Las metáforas más tristes

Las metáforas no son figuras de la retórica literaria, por mucho que los manuales de retórica literaria las definan, las analicen y las cataloguen. Las metáforas han estado siempre entre nosotros, esperando que algún individuo más ensimismado de lo habitual pusiera dos asuntos en relación, porque les encontraba parecido. Las metáforas son cosas, objetos que nos envuelven y acompañan, aunque algunos no las perciban. Abundan más que los insectos, más que las plantas, más que los animales, porque los animales, las plantas y los insectos acaban siendo metáforas del mundo para nosotros, las criaturas parlantes, las criaturas que necesitan traducir a palabras su experiencia.

Somos animales literarios, lo sepamos o no, estamos condenados a urdir relatos, a confeccionar fábulas, a erigir leyendas, para intentar dar sentido a lo que nos ocurre. Elaboramos metáforas igual que respiramos, porque la misma respiración constituye una metáfora de nuestra levedad. Somos un suspiro. Somos un soplo.

A menudo me pregunto por el primer hombre qué hizo tal cosa o tal otra. El primer hombre en ver el mar. El primero en comerse una ostra. El primero en leer el primer ejemplar de la primera edición del Quijote. El primero en trazar una metáfora: algo que seguro estaría ligado a la naturaleza, porque todo lo primigenio tiene que ver siempre con el mundo natural. Vería una puesta de sol y pensaría: este acabamiento de la luz, tan misterioso, se parece al apagarse de la vida. Así debió de suceder la primera metáfora de la historia, aunque los tratados no lo consignen.

Soy un ejemplar humano muy metaforizante. Padezco frecuentes fiebres de analogía. Me inclino a encontrar parecidos entre conceptos diferentes, entre realidades distintas. Igual que otros fabrican piedras de oxalato cálcico en el riñón, yo elaboro modestos tropos para uso doméstico.

Las Fallas de 2020 no se celebraron. Virus tuvo la culpa (me permito llamarlo Virus, porque ya hay cierta familiaridad entre nosotros y él, y porque, aunque existan otros miles de virus, Virus no hay más que uno, el que nos preocupa.)

Algunos pueden creer que las fallas, los ninots, se salvaron del fuego al suspenderse las fiestas; pero esa idea significa no entender la esencia de las Fallas, porque los ninots se salvan en el fuego, mientras se consumen, en el cumplimiento de su destino.
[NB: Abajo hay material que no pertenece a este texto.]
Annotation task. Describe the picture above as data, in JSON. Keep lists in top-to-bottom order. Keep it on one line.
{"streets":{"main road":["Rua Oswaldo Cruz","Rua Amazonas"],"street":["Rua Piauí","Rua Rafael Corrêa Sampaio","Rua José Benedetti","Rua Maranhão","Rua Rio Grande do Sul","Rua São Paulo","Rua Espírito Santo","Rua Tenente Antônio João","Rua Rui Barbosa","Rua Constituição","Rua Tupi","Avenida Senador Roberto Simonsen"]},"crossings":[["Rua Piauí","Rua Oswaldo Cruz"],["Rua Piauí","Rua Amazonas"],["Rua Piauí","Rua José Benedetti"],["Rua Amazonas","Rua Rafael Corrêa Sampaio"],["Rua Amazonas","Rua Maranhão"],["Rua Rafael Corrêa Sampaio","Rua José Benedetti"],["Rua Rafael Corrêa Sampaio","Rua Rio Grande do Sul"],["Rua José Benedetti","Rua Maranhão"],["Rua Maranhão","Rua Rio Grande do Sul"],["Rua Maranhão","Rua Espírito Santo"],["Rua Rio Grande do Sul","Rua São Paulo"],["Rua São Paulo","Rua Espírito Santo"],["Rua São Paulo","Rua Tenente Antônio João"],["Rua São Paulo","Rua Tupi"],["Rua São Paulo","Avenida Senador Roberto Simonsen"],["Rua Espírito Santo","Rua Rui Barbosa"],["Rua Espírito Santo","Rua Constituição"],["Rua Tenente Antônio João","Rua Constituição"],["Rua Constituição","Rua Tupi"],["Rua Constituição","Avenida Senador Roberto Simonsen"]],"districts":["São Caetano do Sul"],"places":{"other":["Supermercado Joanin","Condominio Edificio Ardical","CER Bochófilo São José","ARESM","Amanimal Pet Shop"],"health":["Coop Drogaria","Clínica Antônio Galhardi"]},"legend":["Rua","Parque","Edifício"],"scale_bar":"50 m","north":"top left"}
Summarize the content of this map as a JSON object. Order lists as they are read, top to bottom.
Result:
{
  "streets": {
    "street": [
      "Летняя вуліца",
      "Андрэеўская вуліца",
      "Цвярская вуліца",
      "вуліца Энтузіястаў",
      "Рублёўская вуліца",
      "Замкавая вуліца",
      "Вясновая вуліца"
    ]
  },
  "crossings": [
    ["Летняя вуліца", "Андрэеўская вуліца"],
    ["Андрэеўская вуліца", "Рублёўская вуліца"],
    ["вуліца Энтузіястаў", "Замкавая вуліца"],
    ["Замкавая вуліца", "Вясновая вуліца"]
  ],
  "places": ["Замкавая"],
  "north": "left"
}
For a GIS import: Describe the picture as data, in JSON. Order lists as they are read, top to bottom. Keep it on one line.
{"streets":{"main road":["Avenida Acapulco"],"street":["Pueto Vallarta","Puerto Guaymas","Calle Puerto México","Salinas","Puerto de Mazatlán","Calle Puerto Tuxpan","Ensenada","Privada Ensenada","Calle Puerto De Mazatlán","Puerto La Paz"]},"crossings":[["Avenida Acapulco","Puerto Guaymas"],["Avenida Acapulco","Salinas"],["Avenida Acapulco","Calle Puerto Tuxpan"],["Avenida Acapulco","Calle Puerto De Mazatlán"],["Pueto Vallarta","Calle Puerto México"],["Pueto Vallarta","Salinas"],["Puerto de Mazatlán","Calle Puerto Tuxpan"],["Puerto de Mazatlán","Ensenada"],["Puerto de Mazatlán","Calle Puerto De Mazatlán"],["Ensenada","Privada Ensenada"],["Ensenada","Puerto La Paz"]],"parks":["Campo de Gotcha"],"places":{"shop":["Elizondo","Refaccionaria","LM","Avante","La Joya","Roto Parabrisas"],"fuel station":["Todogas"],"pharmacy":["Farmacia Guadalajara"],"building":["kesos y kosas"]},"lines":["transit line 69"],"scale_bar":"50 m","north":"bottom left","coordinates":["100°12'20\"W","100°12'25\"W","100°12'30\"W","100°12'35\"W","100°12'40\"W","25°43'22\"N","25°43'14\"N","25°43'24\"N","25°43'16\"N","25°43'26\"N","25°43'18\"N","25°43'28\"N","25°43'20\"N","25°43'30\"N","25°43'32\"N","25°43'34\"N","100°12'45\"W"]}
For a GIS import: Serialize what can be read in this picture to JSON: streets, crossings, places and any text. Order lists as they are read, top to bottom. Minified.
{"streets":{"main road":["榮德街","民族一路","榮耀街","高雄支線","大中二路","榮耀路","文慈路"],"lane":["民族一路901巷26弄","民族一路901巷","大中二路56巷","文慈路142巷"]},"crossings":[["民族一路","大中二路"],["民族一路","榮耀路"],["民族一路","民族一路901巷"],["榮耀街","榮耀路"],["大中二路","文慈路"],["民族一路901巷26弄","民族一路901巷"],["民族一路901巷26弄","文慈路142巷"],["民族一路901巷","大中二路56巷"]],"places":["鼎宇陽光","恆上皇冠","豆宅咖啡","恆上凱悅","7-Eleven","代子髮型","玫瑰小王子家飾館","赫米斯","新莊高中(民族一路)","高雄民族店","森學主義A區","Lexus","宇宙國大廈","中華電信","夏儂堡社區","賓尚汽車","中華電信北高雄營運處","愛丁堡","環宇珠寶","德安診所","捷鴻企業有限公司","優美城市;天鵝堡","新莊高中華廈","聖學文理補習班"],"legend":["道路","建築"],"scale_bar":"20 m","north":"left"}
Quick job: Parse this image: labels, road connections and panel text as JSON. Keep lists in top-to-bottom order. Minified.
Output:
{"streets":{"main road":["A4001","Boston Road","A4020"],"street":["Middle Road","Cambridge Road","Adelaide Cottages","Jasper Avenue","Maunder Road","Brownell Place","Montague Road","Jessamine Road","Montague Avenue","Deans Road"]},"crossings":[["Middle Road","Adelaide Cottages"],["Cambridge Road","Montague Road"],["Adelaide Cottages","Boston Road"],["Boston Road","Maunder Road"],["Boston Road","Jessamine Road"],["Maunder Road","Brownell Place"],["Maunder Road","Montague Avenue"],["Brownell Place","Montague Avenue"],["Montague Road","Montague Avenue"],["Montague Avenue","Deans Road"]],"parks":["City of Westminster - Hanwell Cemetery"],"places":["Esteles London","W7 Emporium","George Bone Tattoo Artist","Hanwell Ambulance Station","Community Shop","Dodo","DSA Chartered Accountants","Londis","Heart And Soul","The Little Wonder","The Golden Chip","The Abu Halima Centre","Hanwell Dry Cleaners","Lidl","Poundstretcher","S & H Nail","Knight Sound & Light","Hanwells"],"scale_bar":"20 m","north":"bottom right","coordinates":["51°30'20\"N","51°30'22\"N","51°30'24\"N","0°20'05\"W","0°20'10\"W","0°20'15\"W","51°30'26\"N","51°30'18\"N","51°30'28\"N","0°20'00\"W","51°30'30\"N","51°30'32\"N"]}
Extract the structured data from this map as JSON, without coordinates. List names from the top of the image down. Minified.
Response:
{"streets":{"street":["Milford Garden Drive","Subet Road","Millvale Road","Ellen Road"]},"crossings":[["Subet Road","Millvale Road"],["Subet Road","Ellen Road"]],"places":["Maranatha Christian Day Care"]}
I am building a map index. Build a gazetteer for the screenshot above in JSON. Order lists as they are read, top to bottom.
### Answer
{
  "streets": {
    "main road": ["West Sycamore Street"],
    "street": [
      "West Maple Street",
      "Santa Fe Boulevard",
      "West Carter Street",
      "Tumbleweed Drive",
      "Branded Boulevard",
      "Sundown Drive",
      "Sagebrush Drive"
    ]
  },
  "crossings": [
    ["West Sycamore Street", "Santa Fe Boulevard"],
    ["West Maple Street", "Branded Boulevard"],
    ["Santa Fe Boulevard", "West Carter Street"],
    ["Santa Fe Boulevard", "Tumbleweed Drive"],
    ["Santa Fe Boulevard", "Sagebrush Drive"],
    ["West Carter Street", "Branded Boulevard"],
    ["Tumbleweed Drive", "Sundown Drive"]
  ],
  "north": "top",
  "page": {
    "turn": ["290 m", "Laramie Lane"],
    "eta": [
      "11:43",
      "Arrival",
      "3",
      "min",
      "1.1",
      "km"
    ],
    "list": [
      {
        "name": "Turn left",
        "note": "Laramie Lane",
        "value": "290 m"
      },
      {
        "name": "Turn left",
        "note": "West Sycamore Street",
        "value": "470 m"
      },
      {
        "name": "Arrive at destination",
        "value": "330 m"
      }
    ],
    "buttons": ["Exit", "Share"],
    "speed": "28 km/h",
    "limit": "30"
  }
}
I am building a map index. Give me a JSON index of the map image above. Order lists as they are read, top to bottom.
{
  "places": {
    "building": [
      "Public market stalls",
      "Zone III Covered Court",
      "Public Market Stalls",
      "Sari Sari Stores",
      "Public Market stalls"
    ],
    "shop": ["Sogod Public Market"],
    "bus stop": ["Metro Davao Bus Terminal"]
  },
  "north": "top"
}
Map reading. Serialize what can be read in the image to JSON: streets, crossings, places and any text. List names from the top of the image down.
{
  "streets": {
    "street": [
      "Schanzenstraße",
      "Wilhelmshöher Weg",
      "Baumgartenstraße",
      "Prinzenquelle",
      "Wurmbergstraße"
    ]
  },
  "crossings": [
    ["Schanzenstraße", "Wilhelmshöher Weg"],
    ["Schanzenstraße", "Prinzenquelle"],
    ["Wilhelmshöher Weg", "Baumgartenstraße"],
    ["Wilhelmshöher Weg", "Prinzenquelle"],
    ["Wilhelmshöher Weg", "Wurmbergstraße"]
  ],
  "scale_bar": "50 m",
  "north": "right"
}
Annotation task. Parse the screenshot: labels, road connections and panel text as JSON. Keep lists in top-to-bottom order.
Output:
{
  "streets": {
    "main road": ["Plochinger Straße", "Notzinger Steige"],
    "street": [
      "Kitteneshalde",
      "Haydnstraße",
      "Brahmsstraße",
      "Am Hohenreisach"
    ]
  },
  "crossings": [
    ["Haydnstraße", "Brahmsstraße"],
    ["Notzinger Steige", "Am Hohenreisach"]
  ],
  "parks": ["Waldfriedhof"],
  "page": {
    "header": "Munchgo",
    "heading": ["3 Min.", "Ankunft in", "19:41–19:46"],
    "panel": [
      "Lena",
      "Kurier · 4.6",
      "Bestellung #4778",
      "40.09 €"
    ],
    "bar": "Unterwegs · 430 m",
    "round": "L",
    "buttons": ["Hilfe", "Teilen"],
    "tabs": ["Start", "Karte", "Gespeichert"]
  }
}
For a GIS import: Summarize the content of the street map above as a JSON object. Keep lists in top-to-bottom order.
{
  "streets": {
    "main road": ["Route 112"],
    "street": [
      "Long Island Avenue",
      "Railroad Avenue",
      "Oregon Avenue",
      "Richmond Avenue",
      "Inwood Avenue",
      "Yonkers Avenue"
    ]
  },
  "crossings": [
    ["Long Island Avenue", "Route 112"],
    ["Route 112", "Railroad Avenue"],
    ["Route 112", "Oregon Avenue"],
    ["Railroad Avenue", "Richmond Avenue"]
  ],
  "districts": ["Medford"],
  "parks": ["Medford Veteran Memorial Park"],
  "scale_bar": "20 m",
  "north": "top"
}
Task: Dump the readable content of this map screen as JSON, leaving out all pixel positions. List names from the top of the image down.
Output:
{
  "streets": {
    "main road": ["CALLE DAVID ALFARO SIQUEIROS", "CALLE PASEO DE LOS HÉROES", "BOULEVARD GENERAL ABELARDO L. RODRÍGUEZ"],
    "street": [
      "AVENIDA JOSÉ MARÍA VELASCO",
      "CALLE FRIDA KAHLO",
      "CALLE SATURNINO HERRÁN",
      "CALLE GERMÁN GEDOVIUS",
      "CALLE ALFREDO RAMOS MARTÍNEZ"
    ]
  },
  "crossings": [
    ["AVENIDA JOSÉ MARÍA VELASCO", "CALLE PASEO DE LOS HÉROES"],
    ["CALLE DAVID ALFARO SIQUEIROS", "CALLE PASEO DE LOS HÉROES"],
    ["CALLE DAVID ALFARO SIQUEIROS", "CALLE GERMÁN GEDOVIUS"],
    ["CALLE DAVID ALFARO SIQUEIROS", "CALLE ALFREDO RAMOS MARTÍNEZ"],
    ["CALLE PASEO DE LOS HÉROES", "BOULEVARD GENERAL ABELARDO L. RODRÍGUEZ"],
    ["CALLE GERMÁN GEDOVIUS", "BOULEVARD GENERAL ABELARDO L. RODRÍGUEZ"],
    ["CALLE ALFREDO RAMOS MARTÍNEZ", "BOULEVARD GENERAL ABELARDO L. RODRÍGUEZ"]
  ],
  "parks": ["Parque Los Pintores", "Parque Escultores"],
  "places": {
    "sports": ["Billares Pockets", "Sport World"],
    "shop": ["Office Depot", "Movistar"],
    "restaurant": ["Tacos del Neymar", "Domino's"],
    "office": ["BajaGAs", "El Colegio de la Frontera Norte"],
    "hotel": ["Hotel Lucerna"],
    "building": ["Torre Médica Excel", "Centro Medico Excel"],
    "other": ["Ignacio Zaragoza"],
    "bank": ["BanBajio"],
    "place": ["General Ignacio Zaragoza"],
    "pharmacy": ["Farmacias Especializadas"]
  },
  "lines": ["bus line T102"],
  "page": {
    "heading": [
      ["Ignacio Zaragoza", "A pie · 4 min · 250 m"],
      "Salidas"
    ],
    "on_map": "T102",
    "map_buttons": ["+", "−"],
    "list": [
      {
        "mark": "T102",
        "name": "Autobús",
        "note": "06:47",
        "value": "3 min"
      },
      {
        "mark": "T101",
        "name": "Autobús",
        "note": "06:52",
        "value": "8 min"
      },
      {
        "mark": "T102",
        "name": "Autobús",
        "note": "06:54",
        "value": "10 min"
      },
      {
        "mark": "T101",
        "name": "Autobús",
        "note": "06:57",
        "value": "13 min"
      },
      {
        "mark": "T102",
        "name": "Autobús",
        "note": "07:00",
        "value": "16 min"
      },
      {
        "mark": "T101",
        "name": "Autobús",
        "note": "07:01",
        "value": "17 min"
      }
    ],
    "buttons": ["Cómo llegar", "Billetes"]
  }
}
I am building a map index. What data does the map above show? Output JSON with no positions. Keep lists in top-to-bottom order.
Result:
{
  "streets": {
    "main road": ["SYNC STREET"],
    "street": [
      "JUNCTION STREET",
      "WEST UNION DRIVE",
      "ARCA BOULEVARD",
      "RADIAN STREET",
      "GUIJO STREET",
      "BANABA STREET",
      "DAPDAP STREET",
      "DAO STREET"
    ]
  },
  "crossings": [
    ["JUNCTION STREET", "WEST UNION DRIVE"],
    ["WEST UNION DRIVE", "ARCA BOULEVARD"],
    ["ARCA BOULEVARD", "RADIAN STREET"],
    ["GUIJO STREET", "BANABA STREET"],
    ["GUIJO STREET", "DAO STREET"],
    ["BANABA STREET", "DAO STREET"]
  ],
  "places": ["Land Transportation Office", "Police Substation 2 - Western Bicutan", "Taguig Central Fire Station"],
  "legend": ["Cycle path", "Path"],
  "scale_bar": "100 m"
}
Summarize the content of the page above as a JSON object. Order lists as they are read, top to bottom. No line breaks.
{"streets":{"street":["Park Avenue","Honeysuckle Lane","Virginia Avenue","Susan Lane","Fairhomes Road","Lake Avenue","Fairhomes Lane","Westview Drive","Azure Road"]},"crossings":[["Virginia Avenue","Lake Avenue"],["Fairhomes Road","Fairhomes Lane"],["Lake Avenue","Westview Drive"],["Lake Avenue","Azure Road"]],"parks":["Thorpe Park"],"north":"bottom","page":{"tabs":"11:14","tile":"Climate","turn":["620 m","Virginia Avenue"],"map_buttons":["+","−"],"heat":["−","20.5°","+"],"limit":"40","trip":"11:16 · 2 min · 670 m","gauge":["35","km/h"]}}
Sin el derroche de quemarlo todo, de dilapidarlo todo, de despilfarrarlo todo no hay fiesta verdadera. Los moderados no festejan, solo se distraen. En el fuego de las Fallas se cifra una metáfora gloriosa: la de que la vida es un ciclo de abundancia y escasez, de presencia y desaparición.

Esas fallas que no se quemaron están ahora en almacenes, en hangares, desmetaforizadas de su verdadero sentido, huérfanas de fuego, las expósitas, las desamparadas. ¿De qué se ríen esas sonrisas de cartón? ¿De quién se ríen? ¿Qué están esperando en su inmovilidad? ¿Qué están contándonos?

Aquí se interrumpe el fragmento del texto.